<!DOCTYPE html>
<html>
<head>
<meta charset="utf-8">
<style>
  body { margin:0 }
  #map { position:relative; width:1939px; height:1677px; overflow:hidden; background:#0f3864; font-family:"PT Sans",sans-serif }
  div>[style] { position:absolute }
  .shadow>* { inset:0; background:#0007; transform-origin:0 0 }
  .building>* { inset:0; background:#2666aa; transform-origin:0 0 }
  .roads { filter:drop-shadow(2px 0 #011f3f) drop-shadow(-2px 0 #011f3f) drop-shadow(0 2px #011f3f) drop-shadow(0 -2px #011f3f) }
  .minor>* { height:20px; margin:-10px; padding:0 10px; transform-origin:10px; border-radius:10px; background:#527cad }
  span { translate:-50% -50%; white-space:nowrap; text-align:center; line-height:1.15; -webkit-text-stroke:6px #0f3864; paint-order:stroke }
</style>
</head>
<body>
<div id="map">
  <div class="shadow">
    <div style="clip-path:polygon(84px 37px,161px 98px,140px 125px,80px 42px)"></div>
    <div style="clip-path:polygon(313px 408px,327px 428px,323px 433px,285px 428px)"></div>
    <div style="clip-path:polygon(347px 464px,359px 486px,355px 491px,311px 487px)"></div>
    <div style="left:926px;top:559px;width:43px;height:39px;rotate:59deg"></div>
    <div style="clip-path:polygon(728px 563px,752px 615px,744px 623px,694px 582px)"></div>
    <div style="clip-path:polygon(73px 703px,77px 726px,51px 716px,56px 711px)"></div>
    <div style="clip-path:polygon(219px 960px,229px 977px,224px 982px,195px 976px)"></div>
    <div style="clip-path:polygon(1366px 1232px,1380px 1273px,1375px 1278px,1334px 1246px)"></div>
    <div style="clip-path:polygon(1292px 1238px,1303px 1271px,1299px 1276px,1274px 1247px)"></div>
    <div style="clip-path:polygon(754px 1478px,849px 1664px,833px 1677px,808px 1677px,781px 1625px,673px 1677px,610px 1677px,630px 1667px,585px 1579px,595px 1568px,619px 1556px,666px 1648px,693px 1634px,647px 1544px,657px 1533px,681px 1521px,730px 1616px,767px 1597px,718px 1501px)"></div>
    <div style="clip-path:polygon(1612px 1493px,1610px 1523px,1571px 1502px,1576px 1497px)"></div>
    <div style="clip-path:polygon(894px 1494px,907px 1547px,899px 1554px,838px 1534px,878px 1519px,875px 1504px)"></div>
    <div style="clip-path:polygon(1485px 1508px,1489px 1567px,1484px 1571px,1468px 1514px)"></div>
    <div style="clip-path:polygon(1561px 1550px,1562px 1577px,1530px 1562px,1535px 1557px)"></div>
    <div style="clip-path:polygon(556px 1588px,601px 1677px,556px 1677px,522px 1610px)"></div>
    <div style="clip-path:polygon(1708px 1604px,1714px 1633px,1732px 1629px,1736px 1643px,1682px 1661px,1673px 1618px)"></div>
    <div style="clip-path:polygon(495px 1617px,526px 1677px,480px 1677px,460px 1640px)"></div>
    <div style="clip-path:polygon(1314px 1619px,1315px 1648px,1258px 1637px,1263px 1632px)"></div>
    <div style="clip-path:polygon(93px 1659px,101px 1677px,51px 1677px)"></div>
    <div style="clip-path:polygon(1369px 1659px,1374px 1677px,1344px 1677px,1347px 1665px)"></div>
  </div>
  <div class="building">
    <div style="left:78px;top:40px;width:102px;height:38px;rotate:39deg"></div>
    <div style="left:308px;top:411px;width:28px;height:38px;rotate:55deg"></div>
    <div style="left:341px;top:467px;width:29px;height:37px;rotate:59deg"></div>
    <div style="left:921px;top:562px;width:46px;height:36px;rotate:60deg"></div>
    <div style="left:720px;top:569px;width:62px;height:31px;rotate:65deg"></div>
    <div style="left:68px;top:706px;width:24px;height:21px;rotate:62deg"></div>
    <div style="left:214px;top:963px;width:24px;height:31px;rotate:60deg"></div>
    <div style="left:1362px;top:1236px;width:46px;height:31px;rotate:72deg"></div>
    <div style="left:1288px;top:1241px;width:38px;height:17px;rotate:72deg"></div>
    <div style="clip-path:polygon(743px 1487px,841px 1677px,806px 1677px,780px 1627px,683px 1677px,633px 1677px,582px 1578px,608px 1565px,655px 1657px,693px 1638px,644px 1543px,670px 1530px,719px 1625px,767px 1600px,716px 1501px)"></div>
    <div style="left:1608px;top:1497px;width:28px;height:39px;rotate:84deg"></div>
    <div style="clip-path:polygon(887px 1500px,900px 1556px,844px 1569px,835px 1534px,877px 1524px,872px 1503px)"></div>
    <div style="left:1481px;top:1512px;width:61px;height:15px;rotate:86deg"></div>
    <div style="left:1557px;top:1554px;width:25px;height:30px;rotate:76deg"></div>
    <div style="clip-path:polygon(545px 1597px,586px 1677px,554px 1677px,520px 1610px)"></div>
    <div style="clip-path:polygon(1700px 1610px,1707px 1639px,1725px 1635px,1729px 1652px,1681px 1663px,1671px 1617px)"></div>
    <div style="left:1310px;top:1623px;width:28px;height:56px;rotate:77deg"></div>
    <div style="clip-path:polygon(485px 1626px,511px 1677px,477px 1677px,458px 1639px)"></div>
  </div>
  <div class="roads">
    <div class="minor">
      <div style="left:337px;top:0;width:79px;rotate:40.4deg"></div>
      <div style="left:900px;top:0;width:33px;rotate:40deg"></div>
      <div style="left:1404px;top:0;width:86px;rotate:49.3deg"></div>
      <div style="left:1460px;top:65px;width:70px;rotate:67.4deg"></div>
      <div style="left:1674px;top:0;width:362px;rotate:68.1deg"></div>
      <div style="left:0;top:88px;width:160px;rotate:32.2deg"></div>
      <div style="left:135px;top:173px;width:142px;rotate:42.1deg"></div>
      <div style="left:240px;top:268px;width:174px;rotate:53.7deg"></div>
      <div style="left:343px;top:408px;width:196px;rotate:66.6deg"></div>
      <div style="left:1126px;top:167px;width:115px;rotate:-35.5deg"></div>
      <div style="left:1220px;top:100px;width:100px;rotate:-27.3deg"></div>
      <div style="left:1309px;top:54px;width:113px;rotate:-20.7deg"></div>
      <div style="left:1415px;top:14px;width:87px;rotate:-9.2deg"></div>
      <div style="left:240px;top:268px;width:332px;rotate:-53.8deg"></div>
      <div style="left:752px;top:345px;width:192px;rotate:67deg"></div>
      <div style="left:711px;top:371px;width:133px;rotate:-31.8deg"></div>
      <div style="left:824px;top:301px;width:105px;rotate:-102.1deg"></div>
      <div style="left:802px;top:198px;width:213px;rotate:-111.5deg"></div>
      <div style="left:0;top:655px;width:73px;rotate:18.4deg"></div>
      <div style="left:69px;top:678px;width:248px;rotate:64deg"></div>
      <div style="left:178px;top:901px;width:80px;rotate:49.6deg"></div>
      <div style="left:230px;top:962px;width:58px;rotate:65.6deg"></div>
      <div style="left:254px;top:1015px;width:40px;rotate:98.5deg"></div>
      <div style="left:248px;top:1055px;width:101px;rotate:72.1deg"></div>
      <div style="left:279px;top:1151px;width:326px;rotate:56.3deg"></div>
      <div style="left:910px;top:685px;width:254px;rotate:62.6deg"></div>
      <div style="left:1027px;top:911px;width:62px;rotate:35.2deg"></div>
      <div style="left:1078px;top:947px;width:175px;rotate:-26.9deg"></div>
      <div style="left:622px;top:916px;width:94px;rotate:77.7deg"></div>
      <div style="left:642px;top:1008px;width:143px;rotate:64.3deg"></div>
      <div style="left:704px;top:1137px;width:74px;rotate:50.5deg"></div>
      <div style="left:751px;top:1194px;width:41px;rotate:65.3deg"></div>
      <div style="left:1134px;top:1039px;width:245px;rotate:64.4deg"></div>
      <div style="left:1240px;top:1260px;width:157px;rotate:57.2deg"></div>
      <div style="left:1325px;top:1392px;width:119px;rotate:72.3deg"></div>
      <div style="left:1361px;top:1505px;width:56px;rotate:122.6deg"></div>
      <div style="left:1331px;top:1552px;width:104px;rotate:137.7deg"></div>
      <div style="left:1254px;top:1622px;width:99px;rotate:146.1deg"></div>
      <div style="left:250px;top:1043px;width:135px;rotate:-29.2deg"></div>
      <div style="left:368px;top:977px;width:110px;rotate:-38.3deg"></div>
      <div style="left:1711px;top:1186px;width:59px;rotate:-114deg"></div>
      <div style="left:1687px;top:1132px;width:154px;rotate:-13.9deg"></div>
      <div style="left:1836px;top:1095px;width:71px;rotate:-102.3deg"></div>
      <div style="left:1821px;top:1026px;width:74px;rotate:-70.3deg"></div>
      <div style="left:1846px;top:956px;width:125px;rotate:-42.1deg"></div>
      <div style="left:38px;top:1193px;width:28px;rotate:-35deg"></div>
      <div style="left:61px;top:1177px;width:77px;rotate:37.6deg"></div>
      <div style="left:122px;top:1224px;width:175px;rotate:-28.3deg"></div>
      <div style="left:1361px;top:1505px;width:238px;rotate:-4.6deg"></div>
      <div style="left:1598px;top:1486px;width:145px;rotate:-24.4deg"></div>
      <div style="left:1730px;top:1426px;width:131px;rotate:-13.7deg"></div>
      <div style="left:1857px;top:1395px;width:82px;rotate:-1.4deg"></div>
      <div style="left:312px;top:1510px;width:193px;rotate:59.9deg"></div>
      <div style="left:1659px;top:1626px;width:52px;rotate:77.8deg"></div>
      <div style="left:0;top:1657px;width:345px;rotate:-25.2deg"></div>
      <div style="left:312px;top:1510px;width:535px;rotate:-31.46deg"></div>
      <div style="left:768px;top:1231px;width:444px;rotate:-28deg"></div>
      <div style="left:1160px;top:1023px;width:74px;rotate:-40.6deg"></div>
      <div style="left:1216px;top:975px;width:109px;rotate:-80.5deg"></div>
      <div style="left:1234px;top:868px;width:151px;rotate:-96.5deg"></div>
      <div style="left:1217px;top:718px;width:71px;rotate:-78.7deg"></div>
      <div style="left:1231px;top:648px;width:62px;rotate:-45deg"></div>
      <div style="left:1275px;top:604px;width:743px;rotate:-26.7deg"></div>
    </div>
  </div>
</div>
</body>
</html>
————————
**Exercise requirements:**
Please write out, exactly as they appear above, only the lines in the stretch from the line with "inset:0; background:#2666aa; transform-origin:0" through the line with "filter:drop-shadow(2px 0 #011f3f)".

**Written answer:**
  .building>* { inset:0; background:#2666aa; transform-origin:0 0 }
  .roads { filter:drop-shadow(2px 0 #011f3f) drop-shadow(-2px 0 #011f3f) drop-shadow(0 2px #011f3f) drop-shadow(0 -2px #011f3f) }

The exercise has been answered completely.